* Exercise
Pull out of the data below the stretch of lines bounded by the one containing "Quick job: Give" and the one containing "Task: Parse the", both bounds included, unchanged.

* Data shown

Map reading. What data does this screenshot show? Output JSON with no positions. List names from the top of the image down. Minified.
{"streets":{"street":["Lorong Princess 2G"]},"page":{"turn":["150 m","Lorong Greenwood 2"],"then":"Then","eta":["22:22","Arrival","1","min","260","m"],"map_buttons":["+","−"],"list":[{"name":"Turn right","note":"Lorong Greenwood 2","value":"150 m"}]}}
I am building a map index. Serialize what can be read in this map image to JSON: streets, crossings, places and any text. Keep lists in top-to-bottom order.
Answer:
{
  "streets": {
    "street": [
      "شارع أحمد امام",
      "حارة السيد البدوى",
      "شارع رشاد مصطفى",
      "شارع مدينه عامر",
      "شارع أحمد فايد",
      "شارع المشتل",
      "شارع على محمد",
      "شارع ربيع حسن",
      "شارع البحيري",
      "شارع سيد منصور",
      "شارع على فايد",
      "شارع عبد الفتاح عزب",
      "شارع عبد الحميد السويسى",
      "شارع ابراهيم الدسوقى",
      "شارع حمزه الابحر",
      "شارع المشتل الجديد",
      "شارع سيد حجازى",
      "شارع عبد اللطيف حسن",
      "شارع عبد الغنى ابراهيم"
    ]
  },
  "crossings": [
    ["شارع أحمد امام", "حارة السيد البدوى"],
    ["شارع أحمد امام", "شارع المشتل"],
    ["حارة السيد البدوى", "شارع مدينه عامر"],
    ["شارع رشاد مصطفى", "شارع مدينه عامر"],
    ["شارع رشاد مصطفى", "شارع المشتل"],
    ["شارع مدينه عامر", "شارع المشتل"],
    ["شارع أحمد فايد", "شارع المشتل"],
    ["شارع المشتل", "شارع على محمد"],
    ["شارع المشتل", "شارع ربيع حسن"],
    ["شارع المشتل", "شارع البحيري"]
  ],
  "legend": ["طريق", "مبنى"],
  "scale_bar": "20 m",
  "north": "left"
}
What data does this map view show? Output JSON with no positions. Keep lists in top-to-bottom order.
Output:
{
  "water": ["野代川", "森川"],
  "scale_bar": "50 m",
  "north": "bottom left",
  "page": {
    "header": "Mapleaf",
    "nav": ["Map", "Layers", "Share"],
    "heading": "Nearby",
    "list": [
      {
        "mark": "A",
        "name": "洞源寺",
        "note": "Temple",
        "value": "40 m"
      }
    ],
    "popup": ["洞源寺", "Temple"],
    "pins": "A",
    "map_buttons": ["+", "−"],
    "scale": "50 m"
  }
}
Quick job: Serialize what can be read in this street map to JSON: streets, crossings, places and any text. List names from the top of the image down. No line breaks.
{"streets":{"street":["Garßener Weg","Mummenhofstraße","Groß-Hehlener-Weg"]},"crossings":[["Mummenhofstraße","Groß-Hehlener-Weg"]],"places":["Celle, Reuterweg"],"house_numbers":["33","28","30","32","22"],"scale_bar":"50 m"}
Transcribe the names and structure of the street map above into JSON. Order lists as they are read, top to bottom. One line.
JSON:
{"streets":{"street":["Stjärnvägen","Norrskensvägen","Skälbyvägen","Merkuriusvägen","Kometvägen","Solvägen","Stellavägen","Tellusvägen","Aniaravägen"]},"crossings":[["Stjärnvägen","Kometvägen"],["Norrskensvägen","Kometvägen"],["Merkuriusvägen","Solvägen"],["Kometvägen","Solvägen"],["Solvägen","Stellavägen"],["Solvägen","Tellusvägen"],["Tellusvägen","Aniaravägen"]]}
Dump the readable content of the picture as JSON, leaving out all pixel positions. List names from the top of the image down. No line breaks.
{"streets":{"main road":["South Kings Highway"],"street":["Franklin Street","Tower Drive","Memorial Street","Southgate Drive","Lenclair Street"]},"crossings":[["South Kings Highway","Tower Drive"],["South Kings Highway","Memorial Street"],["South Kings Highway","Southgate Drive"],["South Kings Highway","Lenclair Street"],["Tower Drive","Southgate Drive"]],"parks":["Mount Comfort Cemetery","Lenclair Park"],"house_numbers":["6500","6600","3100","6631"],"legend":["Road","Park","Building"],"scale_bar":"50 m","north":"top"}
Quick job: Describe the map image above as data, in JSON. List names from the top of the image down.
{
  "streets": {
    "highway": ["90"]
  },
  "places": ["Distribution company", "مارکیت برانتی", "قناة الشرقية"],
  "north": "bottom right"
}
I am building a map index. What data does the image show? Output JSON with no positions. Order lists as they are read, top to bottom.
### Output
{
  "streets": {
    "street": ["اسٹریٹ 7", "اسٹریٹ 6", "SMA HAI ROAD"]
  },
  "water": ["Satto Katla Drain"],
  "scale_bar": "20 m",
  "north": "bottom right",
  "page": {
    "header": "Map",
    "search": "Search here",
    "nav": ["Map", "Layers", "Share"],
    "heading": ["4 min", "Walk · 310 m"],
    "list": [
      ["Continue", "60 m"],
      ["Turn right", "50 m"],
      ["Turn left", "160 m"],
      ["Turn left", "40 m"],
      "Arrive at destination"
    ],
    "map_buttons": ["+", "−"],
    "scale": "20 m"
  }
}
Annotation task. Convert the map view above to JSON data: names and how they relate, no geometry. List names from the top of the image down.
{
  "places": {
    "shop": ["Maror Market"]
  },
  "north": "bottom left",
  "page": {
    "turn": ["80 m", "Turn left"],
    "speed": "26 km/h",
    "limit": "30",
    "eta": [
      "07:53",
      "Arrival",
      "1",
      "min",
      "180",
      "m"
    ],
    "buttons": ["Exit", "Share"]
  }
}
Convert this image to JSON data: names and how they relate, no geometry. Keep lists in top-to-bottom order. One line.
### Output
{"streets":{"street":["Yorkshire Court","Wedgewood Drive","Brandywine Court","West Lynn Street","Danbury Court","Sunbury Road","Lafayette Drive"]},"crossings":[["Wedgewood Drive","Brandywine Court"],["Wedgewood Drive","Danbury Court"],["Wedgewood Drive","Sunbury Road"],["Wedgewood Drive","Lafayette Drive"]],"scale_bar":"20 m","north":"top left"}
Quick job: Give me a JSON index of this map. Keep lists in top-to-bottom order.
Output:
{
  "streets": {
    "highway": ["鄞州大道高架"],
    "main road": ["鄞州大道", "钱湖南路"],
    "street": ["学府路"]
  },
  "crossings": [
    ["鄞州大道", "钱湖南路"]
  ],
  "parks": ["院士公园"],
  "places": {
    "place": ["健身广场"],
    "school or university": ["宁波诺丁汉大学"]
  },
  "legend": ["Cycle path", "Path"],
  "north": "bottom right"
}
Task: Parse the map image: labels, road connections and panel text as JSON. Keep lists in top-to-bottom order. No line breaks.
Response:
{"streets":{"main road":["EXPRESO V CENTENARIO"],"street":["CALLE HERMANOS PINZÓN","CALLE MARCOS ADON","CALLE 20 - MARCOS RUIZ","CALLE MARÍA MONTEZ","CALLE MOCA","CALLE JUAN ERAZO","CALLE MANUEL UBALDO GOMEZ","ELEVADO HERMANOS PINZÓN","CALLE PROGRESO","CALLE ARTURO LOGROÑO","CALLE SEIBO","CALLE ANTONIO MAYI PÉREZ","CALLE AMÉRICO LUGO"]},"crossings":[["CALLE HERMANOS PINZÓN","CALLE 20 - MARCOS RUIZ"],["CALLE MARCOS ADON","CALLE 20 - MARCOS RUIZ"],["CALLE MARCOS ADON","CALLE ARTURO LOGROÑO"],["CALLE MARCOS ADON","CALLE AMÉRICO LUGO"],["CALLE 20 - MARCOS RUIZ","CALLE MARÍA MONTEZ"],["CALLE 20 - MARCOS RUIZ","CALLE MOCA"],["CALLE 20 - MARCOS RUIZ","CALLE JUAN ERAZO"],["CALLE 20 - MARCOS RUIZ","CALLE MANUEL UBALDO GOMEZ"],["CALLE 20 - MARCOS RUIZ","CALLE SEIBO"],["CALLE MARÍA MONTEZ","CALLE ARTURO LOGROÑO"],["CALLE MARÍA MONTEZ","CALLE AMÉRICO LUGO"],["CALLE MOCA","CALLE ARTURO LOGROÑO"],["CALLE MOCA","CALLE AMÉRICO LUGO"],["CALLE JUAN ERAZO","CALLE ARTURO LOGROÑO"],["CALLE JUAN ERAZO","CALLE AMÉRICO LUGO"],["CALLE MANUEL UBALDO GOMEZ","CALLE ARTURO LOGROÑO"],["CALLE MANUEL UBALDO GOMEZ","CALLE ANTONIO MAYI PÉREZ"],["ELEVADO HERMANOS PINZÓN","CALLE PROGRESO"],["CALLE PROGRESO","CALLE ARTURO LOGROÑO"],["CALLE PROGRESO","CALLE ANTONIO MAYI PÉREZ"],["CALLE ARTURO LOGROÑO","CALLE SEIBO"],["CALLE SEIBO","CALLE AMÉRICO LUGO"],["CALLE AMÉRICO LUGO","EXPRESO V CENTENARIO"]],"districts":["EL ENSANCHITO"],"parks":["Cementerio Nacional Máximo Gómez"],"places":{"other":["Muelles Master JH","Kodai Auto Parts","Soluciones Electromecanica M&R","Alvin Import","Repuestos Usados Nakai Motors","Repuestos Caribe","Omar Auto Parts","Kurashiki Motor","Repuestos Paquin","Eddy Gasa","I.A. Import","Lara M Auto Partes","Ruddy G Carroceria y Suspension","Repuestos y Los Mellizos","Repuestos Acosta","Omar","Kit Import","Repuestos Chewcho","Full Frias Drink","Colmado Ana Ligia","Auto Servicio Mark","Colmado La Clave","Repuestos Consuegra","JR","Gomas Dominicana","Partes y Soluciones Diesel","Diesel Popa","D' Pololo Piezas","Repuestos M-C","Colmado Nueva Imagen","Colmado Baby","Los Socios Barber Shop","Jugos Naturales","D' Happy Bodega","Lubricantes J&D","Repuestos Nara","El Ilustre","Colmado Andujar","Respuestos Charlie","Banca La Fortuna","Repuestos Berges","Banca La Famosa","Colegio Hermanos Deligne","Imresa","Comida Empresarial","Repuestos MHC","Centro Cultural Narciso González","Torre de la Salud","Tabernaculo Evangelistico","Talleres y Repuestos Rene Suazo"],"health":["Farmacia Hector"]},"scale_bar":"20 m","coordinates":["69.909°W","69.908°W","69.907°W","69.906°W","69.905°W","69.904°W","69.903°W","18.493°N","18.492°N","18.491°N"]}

* Exercise response
Quick job: Give me a JSON index of this map. Keep lists in top-to-bottom order.
Output:
{
  "streets": {
    "highway": ["鄞州大道高架"],
    "main road": ["鄞州大道", "钱湖南路"],
    "street": ["学府路"]
  },
  "crossings": [
    ["鄞州大道", "钱湖南路"]
  ],
  "parks": ["院士公园"],
  "places": {
    "place": ["健身广场"],
    "school or university": ["宁波诺丁汉大学"]
  },
  "legend": ["Cycle path", "Path"],
  "north": "bottom right"
}
Task: Parse the map image: labels, road connections and panel text as JSON. Keep lists in top-to-bottom order. No line breaks.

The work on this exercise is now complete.